### What the exercise asks:
What you return should be the complete data below, word for word, with no pictures in it.

Saved entries:
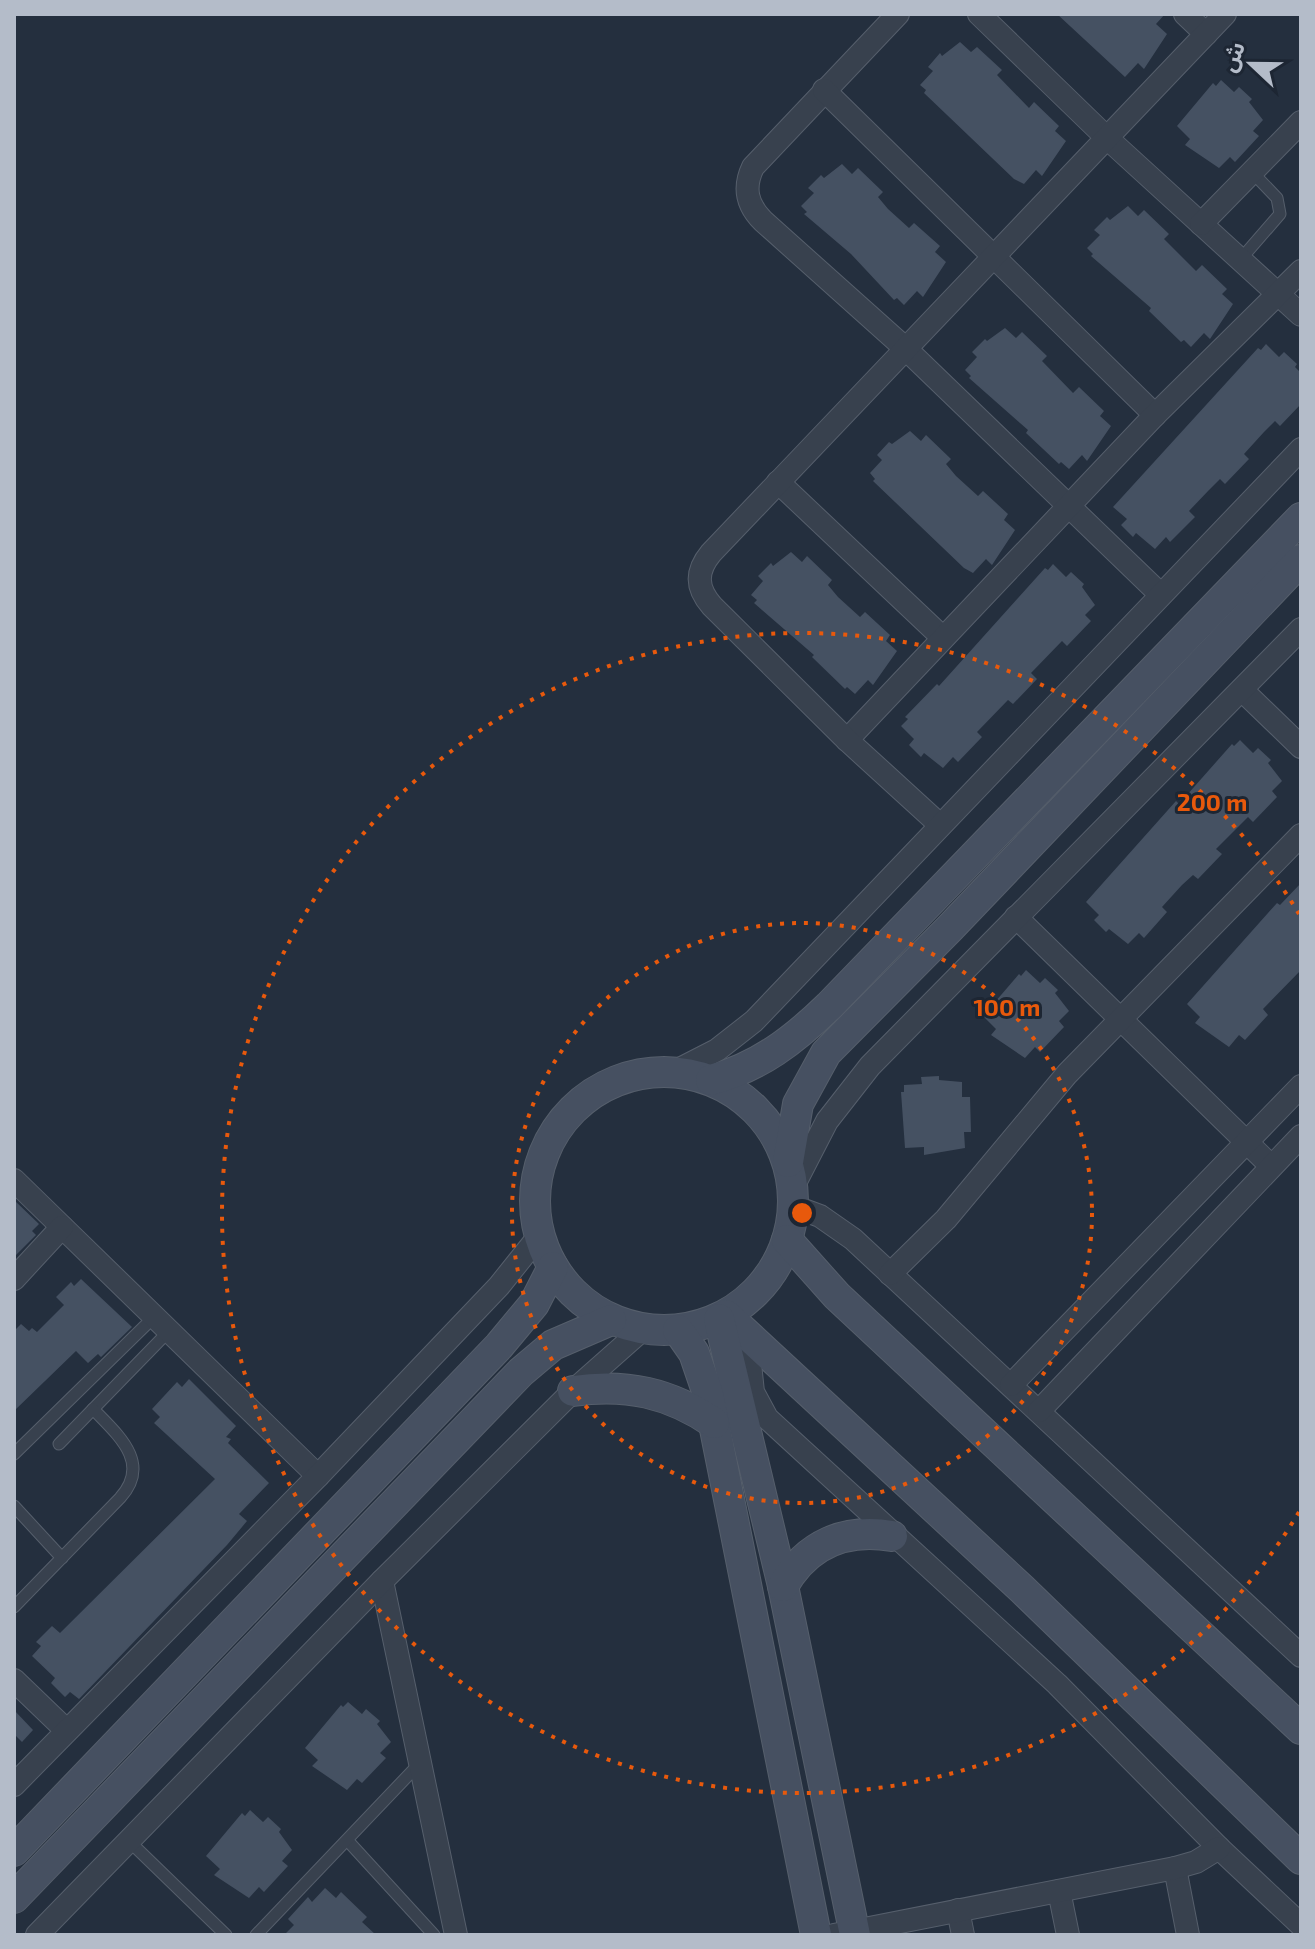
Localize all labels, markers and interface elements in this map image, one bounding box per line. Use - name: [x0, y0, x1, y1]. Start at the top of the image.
- north arrow: [1211, 24, 1291, 104]
- text: ش: [1214, 37, 1250, 75]
- text: 200 m: [1177, 787, 1247, 816]
- text: 100 m: [974, 992, 1040, 1021]
- centre of rings: [788, 1199, 816, 1227]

### Task answer:
Localize all labels, markers and interface elements in this map image, one bounding box per line. Use - name: [x0, y0, x1, y1]. Start at the top of the image.
- north arrow: [1211, 24, 1291, 104]
- text: ش: [1214, 37, 1250, 75]
- text: 200 m: [1177, 787, 1247, 816]
- text: 100 m: [974, 992, 1040, 1021]
- centre of rings: [788, 1199, 816, 1227]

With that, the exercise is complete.